Marcel Proust, Remembrance of Things Past.
Art saves him, and through art—life.
Friedrich Nietzsche, The Birth of Tragedy.
And as art exactly reconstitutes life, around the truths to which we have attained inside ourselves there will always float an atmosphere of poetry, the soft charm of a mystery which is merely a vestige of the shadow which we have had to traverse, the indication, as precise as the markings of an altimeter, of the depth of a work . . .
Marcel Proust, Remembrance of Things Past.
. . . which constitutes . . .
Charles Darwin, Origin of Species.
. . . the visible reflections of . . .
Victor Hugo, Les Miserables.
. . . the depths of an individual's inner psyche.
Lawrence J. Friedman, Identity's Architect: A Biography of Erik H. Erikson.
What is otherwise contradiction assumes for the artist the aspect of rich ambiguity. The boundness to an ever-living past, which prevents the neurotic from living in the present, provides the artist with the source and substance of his work, which embodies, in Proust's phrase, "the past recaptured."
Martha Wolfenstein, The Image of the Lost Parent.
The poet sees his mother as both the liberator and the confiner of his sexual identity. Her body is the child's bridge to the other worlds, the worlds before birth and after death.
Leonard Shengold, Soul Murder.
Life stared at him, filled with secrets, a somber, unfathomable world, a rigid forest bristling with fairy-tale dangers—but these were mother secrets, they came from her, led to her, they were the small dark circle, the tiny abyss in her clear eye.

So much of his forgotten childhood surged up during these mother dreams, so many small flowers of memory bloomed from the endless depth of forgetfulness, golden-faced premonition-scented memories of childhood emotions, of incidents perhaps, or perhaps of dreams. Occasionally he'd dream of fish, black and silver, swimming toward him, cool and smooth, . . .
Hermann Hesse, Narcissus and Goldmund.
. . . shapes seen through the doorway of desire . . .
Gilbert J. Rose, Necessary Illusion: Art as Witness.

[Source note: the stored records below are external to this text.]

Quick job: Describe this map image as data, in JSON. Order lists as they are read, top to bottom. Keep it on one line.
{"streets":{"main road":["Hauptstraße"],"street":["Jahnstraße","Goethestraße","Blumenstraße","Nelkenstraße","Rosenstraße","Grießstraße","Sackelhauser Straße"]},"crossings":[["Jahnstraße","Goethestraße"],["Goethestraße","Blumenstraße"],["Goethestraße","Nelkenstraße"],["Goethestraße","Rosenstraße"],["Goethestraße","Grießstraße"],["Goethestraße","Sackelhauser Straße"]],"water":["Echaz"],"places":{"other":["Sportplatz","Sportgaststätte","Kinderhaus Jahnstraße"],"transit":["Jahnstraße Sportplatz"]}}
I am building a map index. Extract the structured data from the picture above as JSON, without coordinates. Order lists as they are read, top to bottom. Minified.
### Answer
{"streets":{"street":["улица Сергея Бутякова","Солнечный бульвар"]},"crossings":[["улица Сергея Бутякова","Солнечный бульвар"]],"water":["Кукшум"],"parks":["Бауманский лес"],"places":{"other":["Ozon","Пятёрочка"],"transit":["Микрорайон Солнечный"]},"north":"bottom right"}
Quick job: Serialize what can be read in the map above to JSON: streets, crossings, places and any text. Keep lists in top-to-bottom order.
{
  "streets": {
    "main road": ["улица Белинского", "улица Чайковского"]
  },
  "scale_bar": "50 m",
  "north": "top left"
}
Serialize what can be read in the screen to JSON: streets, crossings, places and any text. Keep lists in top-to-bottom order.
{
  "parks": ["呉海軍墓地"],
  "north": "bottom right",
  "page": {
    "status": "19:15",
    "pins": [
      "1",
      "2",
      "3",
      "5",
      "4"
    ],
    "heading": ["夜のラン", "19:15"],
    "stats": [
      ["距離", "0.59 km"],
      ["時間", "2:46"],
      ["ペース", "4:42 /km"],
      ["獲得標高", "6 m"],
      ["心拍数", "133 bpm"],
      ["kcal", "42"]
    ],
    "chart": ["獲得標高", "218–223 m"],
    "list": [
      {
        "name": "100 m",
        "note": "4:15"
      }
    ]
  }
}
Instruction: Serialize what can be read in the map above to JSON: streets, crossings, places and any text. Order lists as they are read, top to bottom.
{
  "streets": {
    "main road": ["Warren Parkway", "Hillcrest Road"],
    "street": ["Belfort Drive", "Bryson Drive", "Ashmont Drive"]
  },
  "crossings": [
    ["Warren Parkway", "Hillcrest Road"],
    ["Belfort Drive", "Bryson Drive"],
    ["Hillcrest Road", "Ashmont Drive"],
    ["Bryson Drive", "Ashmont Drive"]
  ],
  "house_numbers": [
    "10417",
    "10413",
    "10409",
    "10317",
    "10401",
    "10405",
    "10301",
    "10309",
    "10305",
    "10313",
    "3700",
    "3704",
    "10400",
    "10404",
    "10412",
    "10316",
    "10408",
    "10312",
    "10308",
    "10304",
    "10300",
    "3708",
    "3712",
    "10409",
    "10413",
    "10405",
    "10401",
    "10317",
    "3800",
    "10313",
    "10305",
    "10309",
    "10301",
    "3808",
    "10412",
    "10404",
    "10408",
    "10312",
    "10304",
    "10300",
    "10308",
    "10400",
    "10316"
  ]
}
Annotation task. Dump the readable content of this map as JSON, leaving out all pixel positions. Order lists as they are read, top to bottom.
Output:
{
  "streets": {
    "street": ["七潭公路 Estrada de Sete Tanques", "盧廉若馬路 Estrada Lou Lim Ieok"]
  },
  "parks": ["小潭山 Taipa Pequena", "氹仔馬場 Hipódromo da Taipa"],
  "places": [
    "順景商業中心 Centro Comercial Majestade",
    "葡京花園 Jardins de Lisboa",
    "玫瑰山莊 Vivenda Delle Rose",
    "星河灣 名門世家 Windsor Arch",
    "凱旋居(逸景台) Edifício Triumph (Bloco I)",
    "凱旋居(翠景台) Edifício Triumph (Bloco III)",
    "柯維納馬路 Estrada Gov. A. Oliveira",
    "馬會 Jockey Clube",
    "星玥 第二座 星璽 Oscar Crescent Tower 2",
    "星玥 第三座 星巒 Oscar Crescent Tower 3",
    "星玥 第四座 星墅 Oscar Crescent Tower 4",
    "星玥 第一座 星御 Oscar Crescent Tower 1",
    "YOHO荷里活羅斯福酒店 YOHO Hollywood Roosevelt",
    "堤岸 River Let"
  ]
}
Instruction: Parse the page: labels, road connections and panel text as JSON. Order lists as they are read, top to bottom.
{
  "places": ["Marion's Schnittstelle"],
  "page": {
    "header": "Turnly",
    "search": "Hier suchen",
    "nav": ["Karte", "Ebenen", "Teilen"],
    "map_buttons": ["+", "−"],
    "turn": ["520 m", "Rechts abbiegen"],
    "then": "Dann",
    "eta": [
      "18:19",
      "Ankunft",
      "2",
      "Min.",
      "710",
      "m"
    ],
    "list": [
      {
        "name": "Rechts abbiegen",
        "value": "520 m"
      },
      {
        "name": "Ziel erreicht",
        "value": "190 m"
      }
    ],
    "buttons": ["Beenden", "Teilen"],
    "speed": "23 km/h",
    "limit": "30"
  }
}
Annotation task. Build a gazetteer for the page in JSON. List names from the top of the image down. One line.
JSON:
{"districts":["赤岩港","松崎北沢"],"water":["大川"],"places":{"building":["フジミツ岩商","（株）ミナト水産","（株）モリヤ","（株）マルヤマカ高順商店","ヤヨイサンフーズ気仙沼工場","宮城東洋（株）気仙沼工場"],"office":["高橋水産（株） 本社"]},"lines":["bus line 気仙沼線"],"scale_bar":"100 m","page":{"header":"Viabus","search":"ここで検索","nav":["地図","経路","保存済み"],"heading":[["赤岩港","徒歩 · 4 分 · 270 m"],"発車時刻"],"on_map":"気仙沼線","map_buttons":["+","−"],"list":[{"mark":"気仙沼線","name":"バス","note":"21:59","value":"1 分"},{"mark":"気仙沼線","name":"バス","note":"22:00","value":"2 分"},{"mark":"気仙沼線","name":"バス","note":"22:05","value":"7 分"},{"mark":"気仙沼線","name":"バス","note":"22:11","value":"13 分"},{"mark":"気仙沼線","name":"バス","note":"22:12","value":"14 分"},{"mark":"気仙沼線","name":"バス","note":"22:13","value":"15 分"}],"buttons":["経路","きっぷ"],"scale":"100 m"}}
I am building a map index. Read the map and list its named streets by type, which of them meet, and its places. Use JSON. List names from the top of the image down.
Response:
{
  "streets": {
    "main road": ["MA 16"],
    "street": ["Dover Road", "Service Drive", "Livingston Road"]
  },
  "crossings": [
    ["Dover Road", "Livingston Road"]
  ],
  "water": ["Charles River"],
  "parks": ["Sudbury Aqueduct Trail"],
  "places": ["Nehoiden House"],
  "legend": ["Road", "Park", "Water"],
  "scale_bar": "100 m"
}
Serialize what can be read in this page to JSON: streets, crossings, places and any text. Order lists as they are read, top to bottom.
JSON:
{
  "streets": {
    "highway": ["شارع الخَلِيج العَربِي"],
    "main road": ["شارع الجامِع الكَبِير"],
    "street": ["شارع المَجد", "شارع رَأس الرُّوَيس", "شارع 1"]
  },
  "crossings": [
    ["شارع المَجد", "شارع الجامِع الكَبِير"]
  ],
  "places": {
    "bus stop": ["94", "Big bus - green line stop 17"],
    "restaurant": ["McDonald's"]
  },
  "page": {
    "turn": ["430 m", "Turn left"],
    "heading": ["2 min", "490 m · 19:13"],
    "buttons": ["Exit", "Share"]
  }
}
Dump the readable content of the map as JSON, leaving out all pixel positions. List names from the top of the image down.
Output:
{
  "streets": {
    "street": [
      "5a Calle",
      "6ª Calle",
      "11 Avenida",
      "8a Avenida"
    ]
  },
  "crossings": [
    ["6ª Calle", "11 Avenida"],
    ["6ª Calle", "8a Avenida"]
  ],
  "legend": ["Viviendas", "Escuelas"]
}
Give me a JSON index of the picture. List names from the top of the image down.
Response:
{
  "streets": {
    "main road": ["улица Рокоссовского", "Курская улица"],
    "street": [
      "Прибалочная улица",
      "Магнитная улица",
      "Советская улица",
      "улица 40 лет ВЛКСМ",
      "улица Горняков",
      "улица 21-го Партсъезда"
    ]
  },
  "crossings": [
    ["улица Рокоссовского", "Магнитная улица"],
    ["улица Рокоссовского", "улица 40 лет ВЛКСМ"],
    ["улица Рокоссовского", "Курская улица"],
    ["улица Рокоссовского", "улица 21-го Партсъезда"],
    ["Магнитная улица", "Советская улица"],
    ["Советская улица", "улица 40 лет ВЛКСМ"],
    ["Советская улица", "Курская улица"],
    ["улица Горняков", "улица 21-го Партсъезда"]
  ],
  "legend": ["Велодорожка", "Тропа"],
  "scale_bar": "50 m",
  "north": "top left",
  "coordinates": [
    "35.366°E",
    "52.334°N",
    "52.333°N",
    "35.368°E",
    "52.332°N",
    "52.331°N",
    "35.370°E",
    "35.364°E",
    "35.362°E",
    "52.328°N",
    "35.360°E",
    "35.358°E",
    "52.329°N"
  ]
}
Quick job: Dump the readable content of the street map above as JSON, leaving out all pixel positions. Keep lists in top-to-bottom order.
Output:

. . . swimming into him, through him, coming like messengers bearing joyous news of a more gracious, more beautiful reality and vanishing, tails flipping, shadowlike, gone, having brought new enigmas rather than messages. Or he'd dream of swimming fish and flying birds, and each fish or bird was his creature, depended on him, could be guided like a breath, radiated from him like an eye, like a thought, returned to him. Or he'd dream of a garden, a magic
garden . . .
Hermann Hesse, Narcissus and Goldmund.
The truth surely was that the being within me which had enjoyed these impressions had enjoyed them because they had in them something that was common to a day long past and to the present, because in some way they were extra-temporal, and this being . . .
Marcel Proust, Remembrance of Things Past.
. . . a supernatural being, . . .
Webster's Third New International Dictionary.
. . . twined with the chant of my soul, . . .
Walt Whitman, Excerpt from When Lilacs Last in the Dooryard Bloom'd.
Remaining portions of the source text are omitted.